## [Data shown]
========================================================================

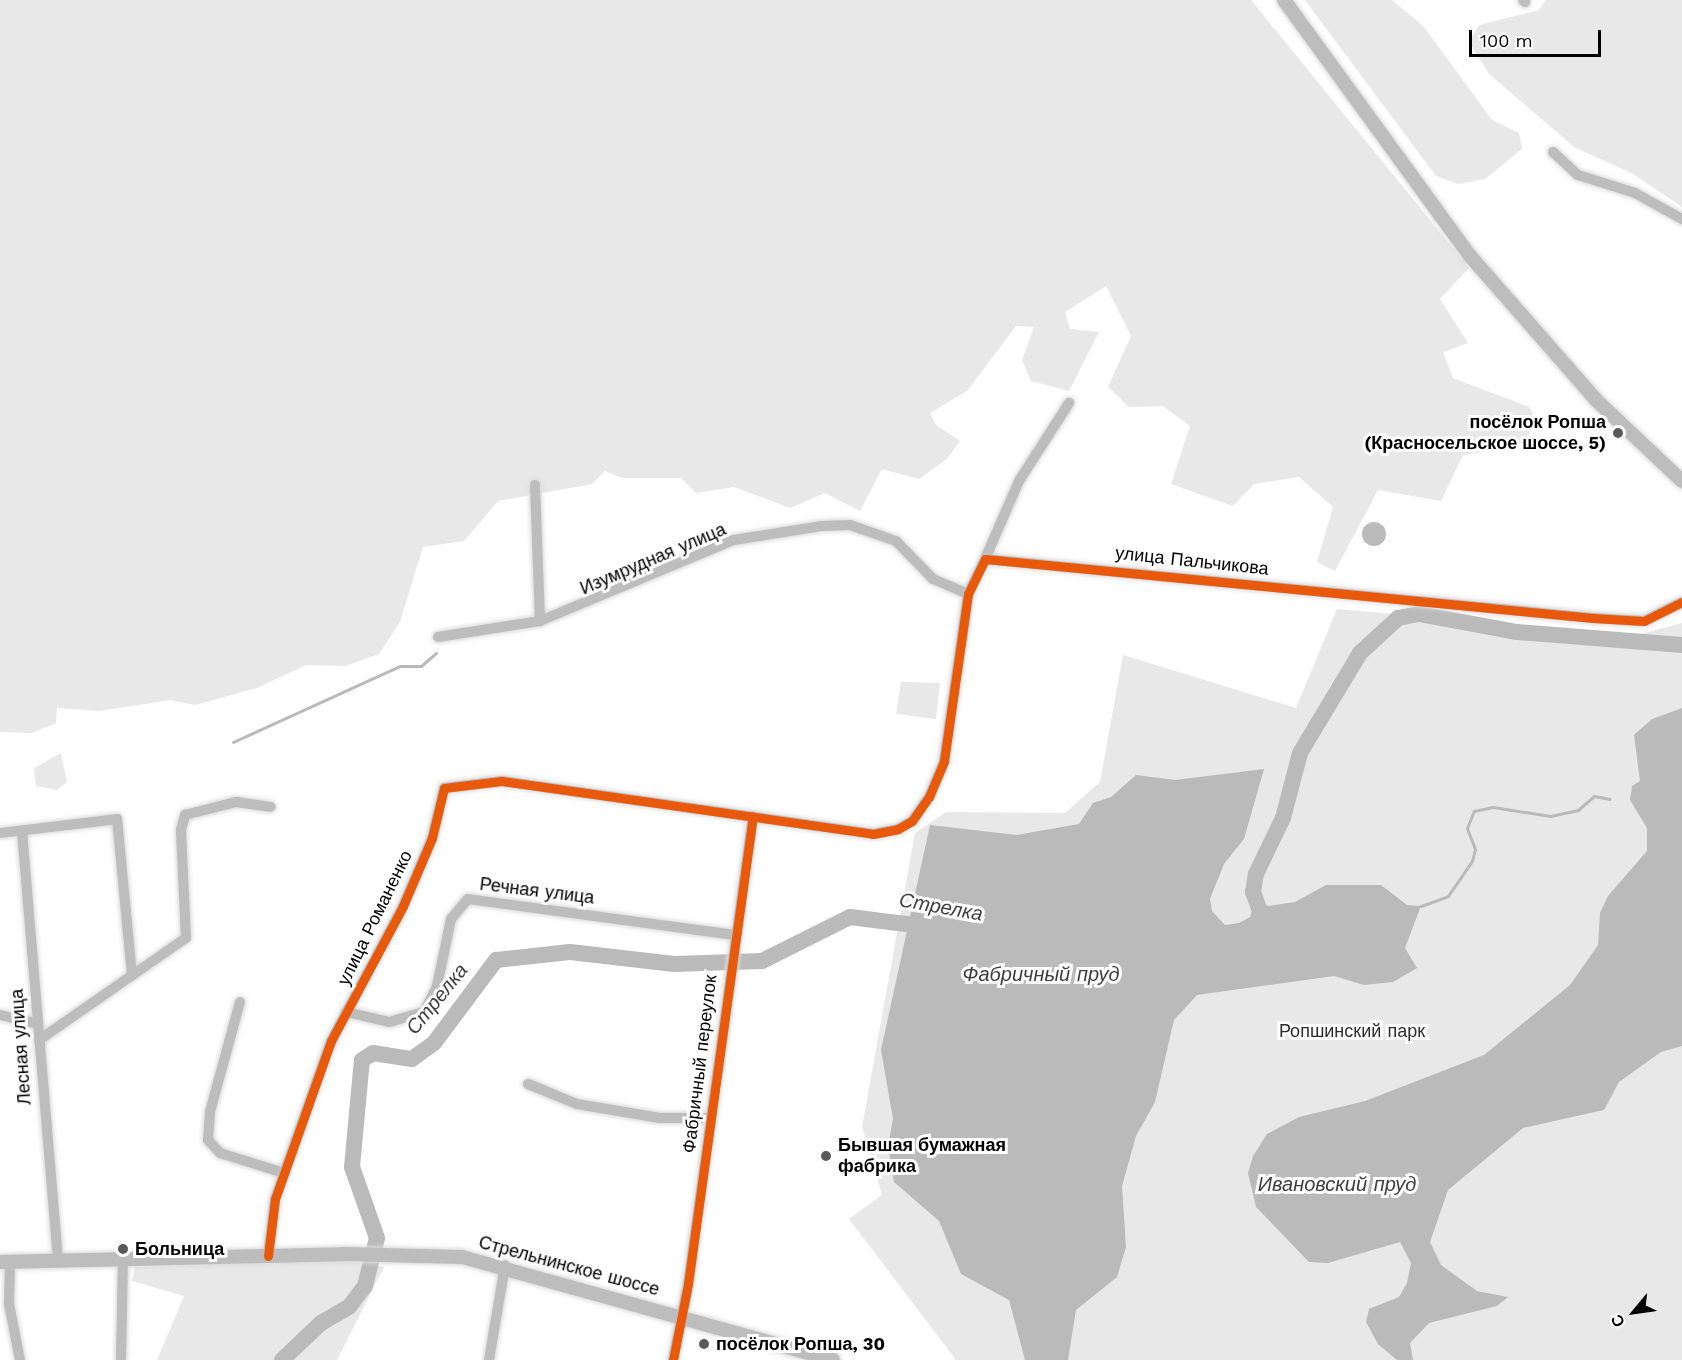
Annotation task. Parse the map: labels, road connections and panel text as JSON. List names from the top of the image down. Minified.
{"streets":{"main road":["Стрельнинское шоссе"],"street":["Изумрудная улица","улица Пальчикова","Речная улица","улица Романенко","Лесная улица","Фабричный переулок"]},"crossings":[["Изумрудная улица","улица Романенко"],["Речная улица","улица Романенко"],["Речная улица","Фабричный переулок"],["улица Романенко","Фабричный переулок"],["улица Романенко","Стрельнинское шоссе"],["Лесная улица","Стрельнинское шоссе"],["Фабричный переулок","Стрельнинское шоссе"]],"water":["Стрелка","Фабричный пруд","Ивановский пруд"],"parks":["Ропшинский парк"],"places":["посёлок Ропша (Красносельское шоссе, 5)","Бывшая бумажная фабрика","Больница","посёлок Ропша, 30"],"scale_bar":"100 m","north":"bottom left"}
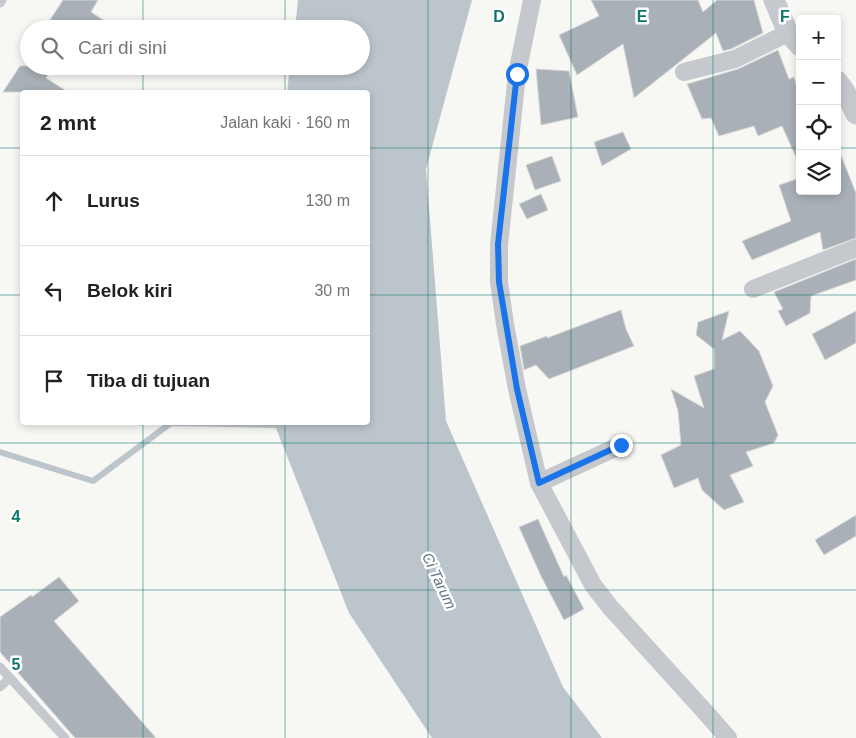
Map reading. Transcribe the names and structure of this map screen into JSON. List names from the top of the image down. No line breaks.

========================================================================

## [Work item]
Leaving the pictures behind, return every line above exactly.

## [Exercise output]
Annotation task. Parse the map: labels, road connections and panel text as JSON. List names from the top of the image down. Minified.
{"streets":{"main road":["Стрельнинское шоссе"],"street":["Изумрудная улица","улица Пальчикова","Речная улица","улица Романенко","Лесная улица","Фабричный переулок"]},"crossings":[["Изумрудная улица","улица Романенко"],["Речная улица","улица Романенко"],["Речная улица","Фабричный переулок"],["улица Романенко","Фабричный переулок"],["улица Романенко","Стрельнинское шоссе"],["Лесная улица","Стрельнинское шоссе"],["Фабричный переулок","Стрельнинское шоссе"]],"water":["Стрелка","Фабричный пруд","Ивановский пруд"],"parks":["Ропшинский парк"],"places":["посёлок Ропша (Красносельское шоссе, 5)","Бывшая бумажная фабрика","Больница","посёлок Ропша, 30"],"scale_bar":"100 m","north":"bottom left"}
Map reading. Transcribe the names and structure of this map screen into JSON. List names from the top of the image down. No line breaks.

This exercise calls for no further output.